I have lunch each month with my dad now. He is different than the man who raised me. Looser, funnier, and more engaged, faster with his smile. He still reads the newspaper every day. Watches the evening news. There is so much more kicking around in his head than I ever gave him credit for. Just because someone is quiet doesn’t mean they have nothing to say.

 

One afternoon, we start talking about drinking. My dad quit ten years ago, worrying the alcohol would interfere with his medications. Though he’d never been much of a drinker when I was a little girl, by the time I was in college, his consumption had crept into the armchair-drinker red zone.
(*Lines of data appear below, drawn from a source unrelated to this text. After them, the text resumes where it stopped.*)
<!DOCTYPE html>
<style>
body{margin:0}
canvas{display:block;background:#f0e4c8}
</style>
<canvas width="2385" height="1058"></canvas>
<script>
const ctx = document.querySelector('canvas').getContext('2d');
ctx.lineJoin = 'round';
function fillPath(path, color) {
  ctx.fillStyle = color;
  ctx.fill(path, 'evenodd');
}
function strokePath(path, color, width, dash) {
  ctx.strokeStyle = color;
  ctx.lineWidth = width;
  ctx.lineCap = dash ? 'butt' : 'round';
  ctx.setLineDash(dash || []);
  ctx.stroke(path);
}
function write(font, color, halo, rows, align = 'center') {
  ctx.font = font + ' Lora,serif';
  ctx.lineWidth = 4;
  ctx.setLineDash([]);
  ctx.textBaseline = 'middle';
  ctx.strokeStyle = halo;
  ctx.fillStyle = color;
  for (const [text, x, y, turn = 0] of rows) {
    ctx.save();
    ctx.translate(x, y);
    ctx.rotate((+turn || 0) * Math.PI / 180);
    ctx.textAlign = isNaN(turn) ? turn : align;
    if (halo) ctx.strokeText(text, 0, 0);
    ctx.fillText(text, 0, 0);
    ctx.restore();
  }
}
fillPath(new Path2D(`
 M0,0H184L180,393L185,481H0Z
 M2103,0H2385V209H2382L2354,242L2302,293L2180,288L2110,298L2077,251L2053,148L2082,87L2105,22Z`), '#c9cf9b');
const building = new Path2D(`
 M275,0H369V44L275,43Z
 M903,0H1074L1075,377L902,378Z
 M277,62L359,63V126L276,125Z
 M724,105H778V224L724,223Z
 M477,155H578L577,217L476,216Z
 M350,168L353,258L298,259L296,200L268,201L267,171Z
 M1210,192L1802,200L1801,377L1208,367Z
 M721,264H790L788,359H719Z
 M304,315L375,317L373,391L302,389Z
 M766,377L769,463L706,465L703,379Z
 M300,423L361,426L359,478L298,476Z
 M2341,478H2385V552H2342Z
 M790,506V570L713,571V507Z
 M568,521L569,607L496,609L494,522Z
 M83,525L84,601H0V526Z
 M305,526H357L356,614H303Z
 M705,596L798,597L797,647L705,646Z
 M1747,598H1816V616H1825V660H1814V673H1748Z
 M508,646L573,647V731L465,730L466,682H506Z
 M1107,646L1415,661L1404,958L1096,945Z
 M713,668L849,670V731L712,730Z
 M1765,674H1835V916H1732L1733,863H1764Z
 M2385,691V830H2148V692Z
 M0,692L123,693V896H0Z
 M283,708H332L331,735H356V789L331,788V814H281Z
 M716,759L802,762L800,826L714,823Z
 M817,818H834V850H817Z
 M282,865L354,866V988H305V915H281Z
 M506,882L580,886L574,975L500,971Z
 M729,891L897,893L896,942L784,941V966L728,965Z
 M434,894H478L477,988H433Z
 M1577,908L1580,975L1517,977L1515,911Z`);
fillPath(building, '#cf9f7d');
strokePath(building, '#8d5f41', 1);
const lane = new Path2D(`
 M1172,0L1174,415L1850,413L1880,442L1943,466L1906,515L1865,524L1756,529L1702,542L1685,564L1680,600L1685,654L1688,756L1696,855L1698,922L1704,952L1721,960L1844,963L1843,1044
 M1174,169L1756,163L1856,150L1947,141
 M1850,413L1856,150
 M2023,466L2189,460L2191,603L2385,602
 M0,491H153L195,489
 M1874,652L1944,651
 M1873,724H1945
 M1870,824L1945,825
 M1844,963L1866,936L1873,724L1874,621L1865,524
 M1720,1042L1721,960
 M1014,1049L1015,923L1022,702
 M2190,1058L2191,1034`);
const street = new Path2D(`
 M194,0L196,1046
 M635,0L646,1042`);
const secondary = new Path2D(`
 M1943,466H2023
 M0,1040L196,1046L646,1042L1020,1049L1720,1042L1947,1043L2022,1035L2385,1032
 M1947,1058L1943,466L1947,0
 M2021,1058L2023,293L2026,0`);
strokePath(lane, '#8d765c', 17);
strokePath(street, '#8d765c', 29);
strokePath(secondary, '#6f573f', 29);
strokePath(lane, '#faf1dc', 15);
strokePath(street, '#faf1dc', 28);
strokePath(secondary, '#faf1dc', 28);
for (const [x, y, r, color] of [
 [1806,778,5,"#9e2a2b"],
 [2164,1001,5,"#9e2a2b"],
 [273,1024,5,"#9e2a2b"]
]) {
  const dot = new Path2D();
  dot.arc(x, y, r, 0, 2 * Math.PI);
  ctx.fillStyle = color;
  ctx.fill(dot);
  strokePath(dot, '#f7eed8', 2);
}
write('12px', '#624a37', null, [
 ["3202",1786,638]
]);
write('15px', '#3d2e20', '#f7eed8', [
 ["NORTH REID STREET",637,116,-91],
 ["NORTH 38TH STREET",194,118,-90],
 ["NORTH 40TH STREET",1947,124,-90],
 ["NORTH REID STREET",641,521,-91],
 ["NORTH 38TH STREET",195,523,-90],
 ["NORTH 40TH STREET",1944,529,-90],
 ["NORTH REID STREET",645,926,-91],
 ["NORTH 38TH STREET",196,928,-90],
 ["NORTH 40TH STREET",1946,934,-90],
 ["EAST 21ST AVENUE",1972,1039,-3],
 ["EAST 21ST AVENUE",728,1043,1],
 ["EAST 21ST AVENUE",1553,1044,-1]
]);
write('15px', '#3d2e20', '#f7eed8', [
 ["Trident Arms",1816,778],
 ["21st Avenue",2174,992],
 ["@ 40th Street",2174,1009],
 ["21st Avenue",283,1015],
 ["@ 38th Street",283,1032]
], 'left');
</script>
He could put away a bottle a night without realizing it.

 

Because he quit so easily, and without complaint, I assumed it wasn’t a big sacrifice. But he tells me that’s not true. It had been rough. He still misses it all the time. “I would definitely say I have alcoholic tendencies,” he tells me, and I look at him. Once again: Who are you?

 

In the four years of my sobriety, he has never said these words to me. Alcoholic tendencies. I continue to be startled by how much of my personality derives from him. My self-consciousness, my humor, my anxiety. I may look and talk like my mother, but I am equal parts (if not more) this man. What else has my dad not told me? How much more has he kept inside, because no one ever thought to ask? And do I have enough time to dig it out?

 

I’m aware of the ticking clock. My mother loses her keys too often, and she forgets what she’s saying in midsentence. My dad loses his balance when he stands in one place too long. Neurological problems in his feet. One evening, his legs give out while we’re standing in a line, and he slumps to the ground right next to me, as though he’s been shot. I can’t help noticing the effects of aging are an awful lot like the effects of drinking. Loss of balance. Loss of consciousness. Loss of memory.